José Hiran da Silva Gallo
Diretor-tesoureiro do Conselho Federal de Medicina
Pós-doutor e doutor em bioética
A Resolução nº 2.232/2019, publicada recentemente pelo Conselho Federal de Medicina (CFM), estabeleceu um novo marco na relação entre médicos e pacientes. Ela afirma que pessoas em tratamento, desde que maiores de idade, capazes, lúcidas, orientadas e conscientes, têm o direito de expressar seu desejo de recusa de método terapêutico em tratamentos eletivos.
Na prática, esse pressuposto se materializa em situações como a possibilidade de o paciente optar por não se submeter a métodos terapêuticos sugeridos pelo médico assistente, alegando conflitos com sua interpretação do mundo. Nesse sentido, a Resolução nº 2.232 empodera a vontade daquela que aspira por cuidados no processo de tratamento.

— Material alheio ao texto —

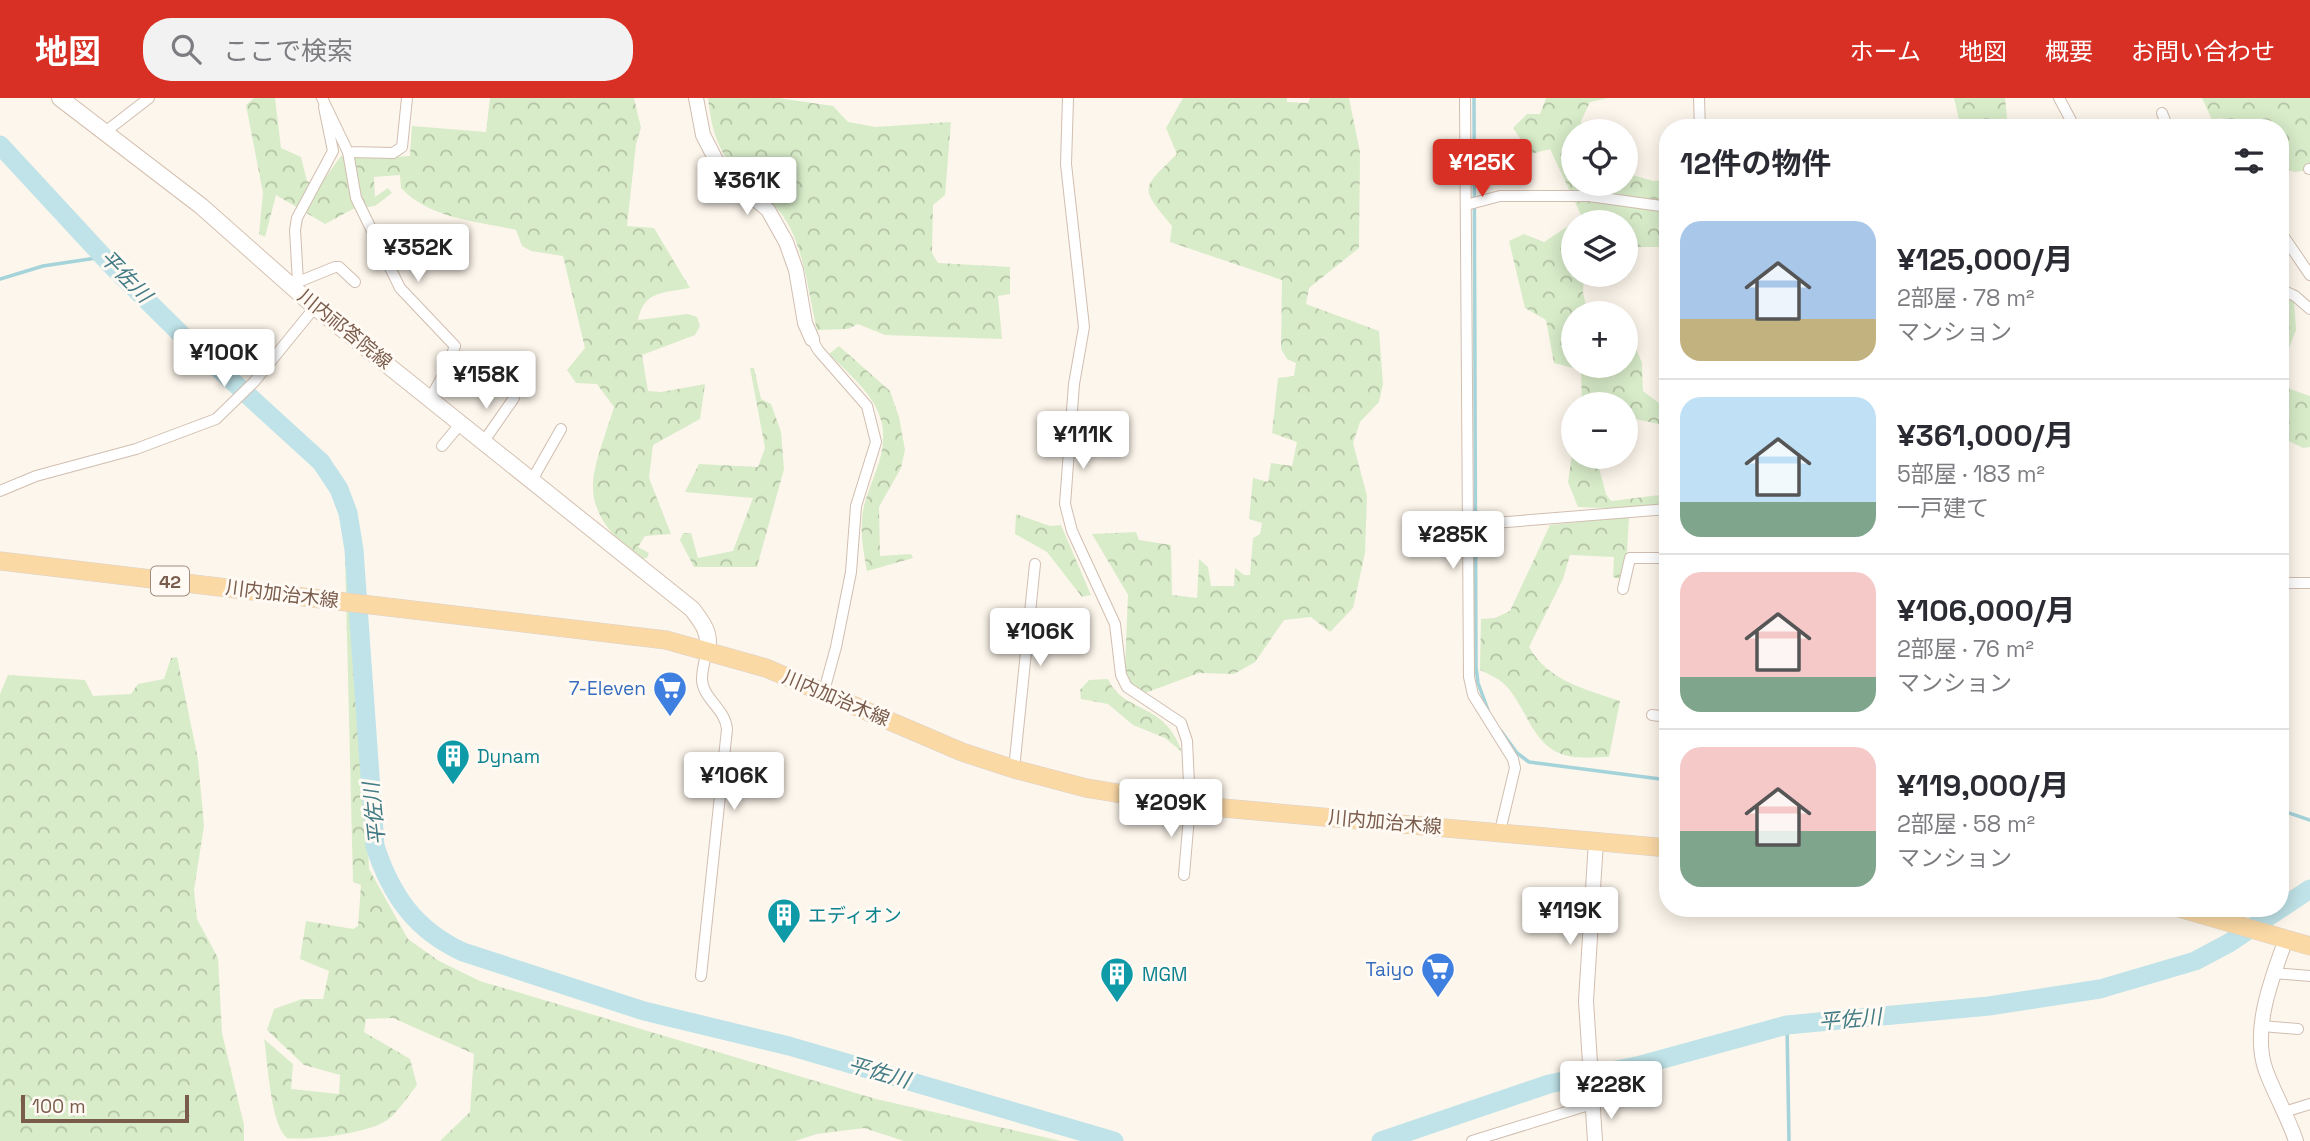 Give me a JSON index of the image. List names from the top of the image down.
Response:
{
  "streets": {
    "main road": ["川内祁答院線", "42", "川内加治木線"]
  },
  "crossings": [
    ["川内祁答院線", "川内加治木線"]
  ],
  "water": ["平佐川"],
  "places": {
    "supermarket": ["7-Eleven", "Taiyo"],
    "building": ["Dynam", "エディオン", "MGM"]
  },
  "scale_bar": "100 m",
  "page": {
    "header": "地図",
    "search": "ここで検索",
    "nav": [
      "ホーム",
      "地図",
      "概要",
      "お問い合わせ"
    ],
    "map_buttons": ["+", "−"],
    "heading": "12件の物件",
    "price": [
      "¥125K",
      "¥361K",
      "¥352K",
      "¥100K",
      "¥158K",
      "¥111K",
      "¥285K",
      "¥106K",
      "¥106K",
      "¥209K",
      "¥119K",
      "¥228K"
    ],
    "list": [
      {
        "name": "¥125,000/月",
        "note": "2部屋 · 78 m² · マンション"
      },
      {
        "name": "¥361,000/月",
        "note": "5部屋 · 183 m² · 一戸建て"
      },
      {
        "name": "¥106,000/月",
        "note": "2部屋 · 76 m² · マンション"
      },
      {
        "name": "¥119,000/月",
        "note": "2部屋 · 58 m² · マンション"
      }
    ],
    "scale": "100 m"
  }
}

A nova norma do CFM confirma que a imagem do médico paternalista, único responsável pelo caminho a ser percorrido em busca da cura, aos poucos vem dando lugar a uma outra: a do profissional que conduz suas ações pautando-se pelo diálogo e pelo esclarecimento constante de suas escolhas, as quais podem ser questionadas por aqueles que são atendidos. Foi-se o tempo do médico de vontade indiscutível e inquestionável.

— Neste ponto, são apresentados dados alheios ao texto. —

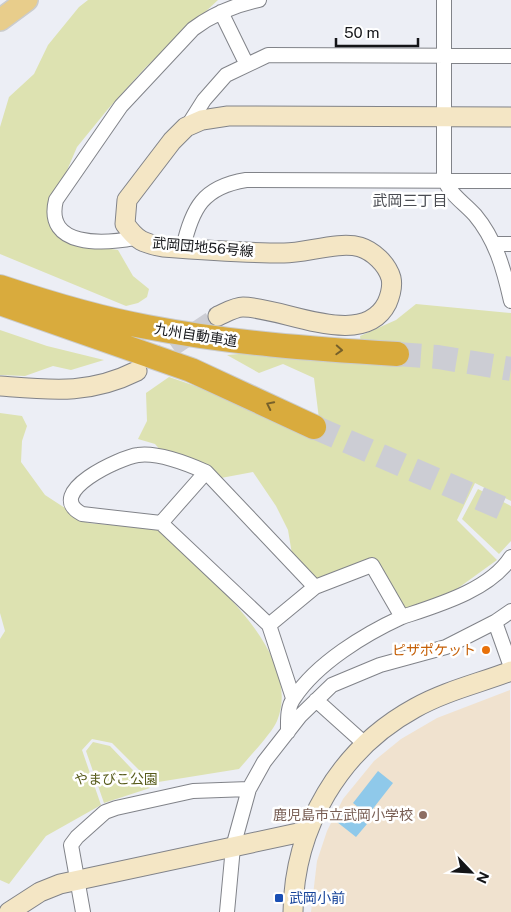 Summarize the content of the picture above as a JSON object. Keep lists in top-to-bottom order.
{
  "streets": {
    "highway": ["九州自動車道"],
    "street": ["武岡団地56号線"]
  },
  "districts": ["武岡三丁目"],
  "parks": ["やまびこ公園"],
  "places": {
    "other": ["ピザポケット", "鹿児島市立武岡小学校"],
    "transit": ["武岡小前"]
  },
  "scale_bar": "50 m",
  "north": "bottom right"
}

Contudo, considerando-se as diferentes autonomias no exercício da medicina, há que se considerar que, ao mesmo tempo que o paciente ganha espaço e voz nos consultórios, também deve ser respeitada a opinião do profissional envolvido no processo.
Ora, se o doente pode se recusar a realizar um procedimento que, no entendimento do médico, é fundamental, a recíproca também se estabelece. Ou seja, o médico tem o direito de expressar sua objeção de consciência, em situações eletivas.
Se não existe a ditadura do médico, impossibilitado de impor suas decisões, também não pode ocorrer o autoritarismo do paciente, que obrigaria o médico a cumprir suas vontades. É o que dispõe o Código de Ética Médica, no seu capitulo I, item VII.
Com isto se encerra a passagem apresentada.